Years Ago


Today is Thursday, March 22, the 82nd day of 2012. There are 284 days left in the year.

ASSOCIATED PRESS

On this date in:

1312: Pope Clement V issues a papal bull ordering the dissolution of the Order of the Knights Templar.

1638: Religious dissident Anne Hutchinson is expelled from the Massachusetts Bay Colony for defying Puritan orthodoxy.

1765: The British Parliament passes the Stamp Act of 1765 to raise money from the American colonies, which fiercely resisted the tax. (The Stamp Act is repealed a year later.)

1820: U.S. naval hero Stephen Decatur is killed in a duel with Commodore James Barron near Washington, D.C.

1894: Hockey’s first Stanley Cup championship game is played; home team Montreal defeats Ottawa, 3-1.

1912: Academy Award-winning actor Karl Malden is born Mladen George Sekulovich in Chicago.

1933: During Prohibition, President Franklin D. Roosevelt signs a measure to make wine and beer containing up to 3.2 percent alcohol legal.

1941: The Grand Coulee hydroelectric dam in Washington state goes into operation.

1958: Movie producer Mike Todd, the husband of actress Elizabeth Taylor, and three other people are killed in the crash of Todd’s private plane near Grants, N.M.

VINDICATOR FILES

1987: U.S. Rep James A. Traficant Jr., D-17th, gets national attention for his comparison of the “freedom fighters” with whom the Reagan administration has been working in the Iran-Contra scandal as the Three Stooges.

Mahoning County Domestic Court Judge John J. Leskovyansky accepts Ohio Chief Justice Thomas Moyer’s request to stay on as chairman of the Supreme Court Advisory Committee on Child Support Enforcement.

1972: A proposal to lift Ohio’s ban on lotteries will be placed before the state’s voters as a constitutional amendment on the May primary ballot.

Four young Hillman Junior High School students plead guilty before Juvenile Judge Martin Joyce to the armed robbery of Lee’s Gift Shop at 1745 Market St.

Bob Huggins of Gnadenhutten Indian Valley South, the all-time Ohio basketball scoring champion, is named the Associated Press Class A player of the year in Ohio.

1962: About 22,000 Columbiana County residents get the Sabin oral polio immunization on the first day of the program, a figure that Dr. Leonard Richard, president of the county Medical Society, described as disappointingly low.

A high-speed joy ride ends in death for the 14-year-old Windham boy who was driving his parents’ car without permission and struck a bridge railing about a mile and a half from his home.

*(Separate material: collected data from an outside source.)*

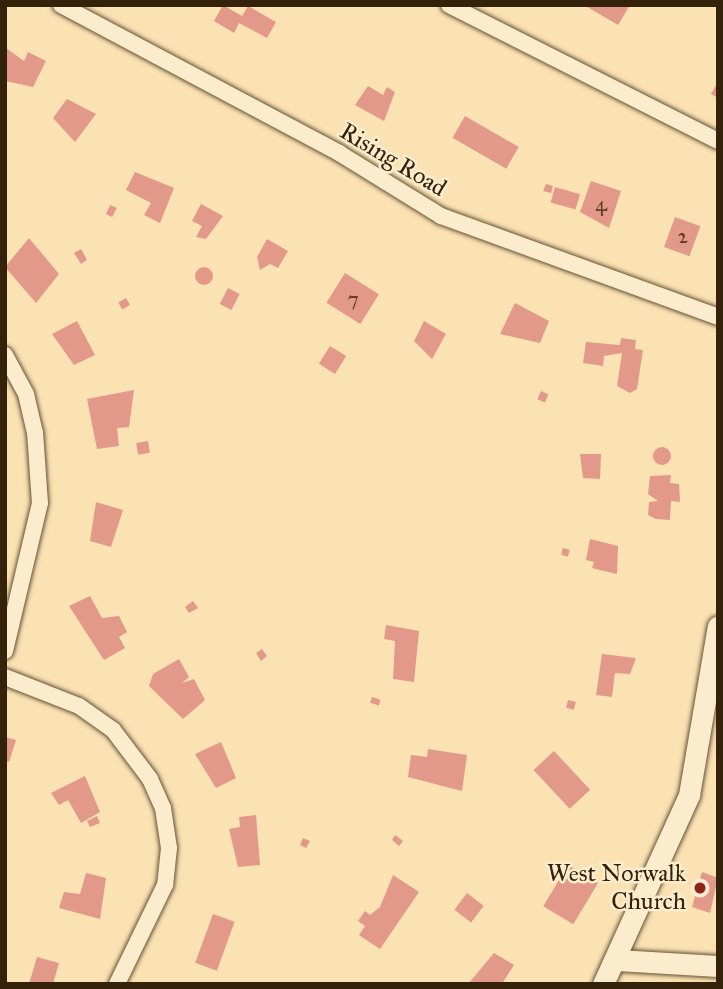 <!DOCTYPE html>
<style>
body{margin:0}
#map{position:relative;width:723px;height:989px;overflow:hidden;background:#fbe2b3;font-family:"IM FELL Great Primer",serif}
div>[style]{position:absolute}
.building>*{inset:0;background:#e39989;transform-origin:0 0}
.round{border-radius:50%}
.roads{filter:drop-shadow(0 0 2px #665235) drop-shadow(0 0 2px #665235)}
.street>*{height:16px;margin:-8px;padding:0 8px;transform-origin:8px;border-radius:8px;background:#fcecce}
.secondary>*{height:21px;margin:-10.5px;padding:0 10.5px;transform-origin:10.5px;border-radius:10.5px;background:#fcecce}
.dots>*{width:19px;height:19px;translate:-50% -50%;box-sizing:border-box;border:4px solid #fcecce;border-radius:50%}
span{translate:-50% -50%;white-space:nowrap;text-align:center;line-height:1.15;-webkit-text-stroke:5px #fcecce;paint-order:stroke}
.number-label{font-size:21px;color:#60402a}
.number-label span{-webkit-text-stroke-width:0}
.street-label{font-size:24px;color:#35220b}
.poi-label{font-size:24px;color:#35220b}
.right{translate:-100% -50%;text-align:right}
.frame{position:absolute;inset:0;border:7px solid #35220b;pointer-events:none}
</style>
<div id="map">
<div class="building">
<i style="clip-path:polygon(223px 5px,242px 16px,248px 6px,276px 22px,267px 38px,239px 23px,234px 33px,214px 21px)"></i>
<i style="clip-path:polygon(584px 5px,630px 5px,618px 25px)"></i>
<i style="clip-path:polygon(6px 48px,24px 61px,28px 52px,46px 61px,33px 87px,5px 81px)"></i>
<i style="clip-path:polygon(718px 82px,718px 98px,711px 94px)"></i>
<i style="clip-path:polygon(368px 86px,383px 95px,387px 87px,395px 92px,384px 121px,355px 105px)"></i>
<i style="clip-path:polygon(67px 99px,96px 114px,75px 142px,53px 118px)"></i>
<i style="left:465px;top:116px;width:62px;height:25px;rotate:30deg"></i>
<i style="clip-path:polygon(135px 172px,174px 188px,160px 223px,144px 215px,151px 203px,126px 190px)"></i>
<i style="clip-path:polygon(591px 181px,621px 191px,609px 228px,580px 212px)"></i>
<i style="clip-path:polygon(546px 184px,553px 186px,551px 193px,543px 191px)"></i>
<i style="left:555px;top:187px;width:26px;height:16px;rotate:16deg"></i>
<i style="clip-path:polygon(201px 204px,223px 216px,206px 239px,196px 237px,202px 226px,192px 221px)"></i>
<i style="clip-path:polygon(110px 205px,117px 208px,112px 217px,106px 214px)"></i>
<i style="left:675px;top:217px;width:27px;height:32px;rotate:20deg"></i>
<i style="clip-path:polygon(29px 238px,59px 274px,36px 303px,5px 267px)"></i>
<i style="clip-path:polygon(267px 239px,288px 251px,278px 268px,270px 264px,260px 270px,257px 257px)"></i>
<i style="clip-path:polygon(81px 249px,87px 260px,81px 264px,74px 253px)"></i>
<i class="round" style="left:195px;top:267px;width:18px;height:18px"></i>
<i style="left:345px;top:273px;width:40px;height:35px;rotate:32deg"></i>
<i style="left:228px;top:288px;width:13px;height:18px;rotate:27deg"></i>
<i style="left:126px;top:298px;width:8px;height:9px;rotate:60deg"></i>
<i style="clip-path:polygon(515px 303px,549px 321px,540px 343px,500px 334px)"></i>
<i style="clip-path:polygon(77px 321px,95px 355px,74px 365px,52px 334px)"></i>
<i style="clip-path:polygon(424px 321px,446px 334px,432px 359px,414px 341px)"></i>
<i style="clip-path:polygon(621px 338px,636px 340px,635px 349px,643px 350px,637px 389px,630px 393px,617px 386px,622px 353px,604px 356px,603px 366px,583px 363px,586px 342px,620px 345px)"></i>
<i style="left:330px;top:346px;width:19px;height:21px;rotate:32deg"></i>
<i style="clip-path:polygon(134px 390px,129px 427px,117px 428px,119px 446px,97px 449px,87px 399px)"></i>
<i style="left:541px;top:391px;width:8px;height:9px;rotate:23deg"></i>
<i style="left:148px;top:441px;width:12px;height:12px;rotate:81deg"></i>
<i class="round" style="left:653px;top:447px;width:18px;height:18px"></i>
<i style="clip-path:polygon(580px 454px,601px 454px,600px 479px,583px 478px)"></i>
<i style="clip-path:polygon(671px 475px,670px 483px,679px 484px,680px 502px,671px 501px,670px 520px,656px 519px,648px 515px,649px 502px,658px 501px,648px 494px,650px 476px)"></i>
<i style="clip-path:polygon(96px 502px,123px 510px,111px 547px,90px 541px)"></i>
<i style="clip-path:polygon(590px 539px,618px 546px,617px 574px,592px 568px,594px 562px,586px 560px)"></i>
<i style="left:563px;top:548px;width:7px;height:7px;rotate:16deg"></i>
<i style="clip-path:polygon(90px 596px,102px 618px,119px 616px,127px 632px,119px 637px,125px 648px,104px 660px,69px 606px)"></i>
<i style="clip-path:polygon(193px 601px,198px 608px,189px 613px,185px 607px)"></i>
<i style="clip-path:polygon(386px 625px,419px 631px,414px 682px,393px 679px,395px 641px,384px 639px)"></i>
<i style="clip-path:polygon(262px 649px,267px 656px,261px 661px,256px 653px)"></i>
<i style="clip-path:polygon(602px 654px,636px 658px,630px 674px,615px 673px,612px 697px,596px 695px)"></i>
<i style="clip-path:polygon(179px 659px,189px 677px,182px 683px,194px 679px,205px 700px,183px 719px,149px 686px,153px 674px)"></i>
<i style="left:372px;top:697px;width:9px;height:6px;rotate:18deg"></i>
<i style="left:568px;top:700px;width:8px;height:8px;rotate:14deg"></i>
<i style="clip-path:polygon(5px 737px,16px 740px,9px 762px,5px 761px)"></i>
<i style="clip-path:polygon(221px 742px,236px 778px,216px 788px,195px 754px)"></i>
<i style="clip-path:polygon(428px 749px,467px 755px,462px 791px,408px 777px,411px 755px,427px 757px)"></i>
<i style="left:554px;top:751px;width:53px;height:28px;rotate:47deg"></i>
<i style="clip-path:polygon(85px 776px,100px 812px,81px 823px,68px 800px,59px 805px,51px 793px)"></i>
<i style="clip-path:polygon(256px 815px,260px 865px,238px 867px,229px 829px,240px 827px,239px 817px)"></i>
<i style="clip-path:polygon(97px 816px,100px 823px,90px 827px,87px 821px)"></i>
<i style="clip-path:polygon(395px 835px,403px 841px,399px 846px,392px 840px)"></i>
<i style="clip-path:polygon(303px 838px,310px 841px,306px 848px,300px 845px)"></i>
<i style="left:568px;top:865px;width:35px;height:48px;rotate:31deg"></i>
<i style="clip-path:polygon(702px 872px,718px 878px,710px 913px,692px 907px)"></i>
<i style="clip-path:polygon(86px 873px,106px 878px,100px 919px,59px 908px,64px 892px,80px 894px)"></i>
<i style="clip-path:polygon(393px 875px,419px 892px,380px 949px,359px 935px,365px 926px,358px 921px,365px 911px,370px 915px,380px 907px)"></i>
<i style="left:467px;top:893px;width:21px;height:21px;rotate:37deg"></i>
<i style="left:213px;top:914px;width:23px;height:52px;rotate:20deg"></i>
<i style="clip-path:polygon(494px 953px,514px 965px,503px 982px,468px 984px)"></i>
<i style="clip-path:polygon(37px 957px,59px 963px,53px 984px,29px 984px)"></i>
</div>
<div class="roads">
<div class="street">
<i style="left:61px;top:5px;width:315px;rotate:28deg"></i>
<i style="left:339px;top:153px;width:120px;rotate:31.7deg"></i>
<i style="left:441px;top:216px;width:295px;rotate:20deg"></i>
<i style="left:449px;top:5px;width:301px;rotate:26.8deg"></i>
<i style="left:5px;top:355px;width:44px;rotate:61.7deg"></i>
<i style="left:26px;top:394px;width:39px;rotate:77deg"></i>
<i style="left:35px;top:432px;width:71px;rotate:86deg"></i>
<i style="left:40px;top:503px;width:152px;rotate:103.3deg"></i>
<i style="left:5px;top:677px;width:79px;rotate:21.4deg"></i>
<i style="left:79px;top:706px;width:42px;rotate:35.2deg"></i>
<i style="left:113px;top:730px;width:61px;rotate:52.9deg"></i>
<i style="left:150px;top:779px;width:32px;rotate:66deg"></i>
<i style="left:163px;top:808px;width:40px;rotate:81.5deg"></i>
<i style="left:169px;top:848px;width:37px;rotate:96deg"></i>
<i style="left:165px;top:885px;width:110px;rotate:115.9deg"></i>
</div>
<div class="secondary">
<i style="left:617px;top:960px;width:101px;rotate:3.4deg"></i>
<i style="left:603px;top:984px;width:208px;rotate:-65.5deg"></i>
<i style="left:689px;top:795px;width:171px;rotate:-80.3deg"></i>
</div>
</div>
<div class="dots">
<i style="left:700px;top:888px;background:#8f2418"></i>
</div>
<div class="number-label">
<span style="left:601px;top:204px">4</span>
<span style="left:683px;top:236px">2</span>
<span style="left:353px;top:299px">7</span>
</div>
<div class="street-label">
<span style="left:393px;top:160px;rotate:31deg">Rising Road</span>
</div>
<div class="poi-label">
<span class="right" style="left:686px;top:888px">West Norwalk<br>Church</span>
</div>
<div class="frame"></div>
</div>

A Michigan airplane pilot, lost and trapped above heavy clouds, is located and guided by a Youngstown executive plane carrying two steel company executives to a safe landing at Youngstown Municipal Airport.

The Youngstown Bowling Association Team is eliminated from the American Bowling Congress Tournament in Des Moines, Iowa, after rolling only 2638.

1937: Nearly 3,000 people fill Stambaugh Auditorium for a Palm Sunday service that includes a performance of Maunder’s cantata, “From Olivet to Cavalry,” by a choir of 100 voices from churches throughout Youngstown.

Two explosions only minutes apart damage three houses on W. Wood Street and North Avenue that are alleged to be disorderly houses. Police suggest that “half-baked racketeers” were involved.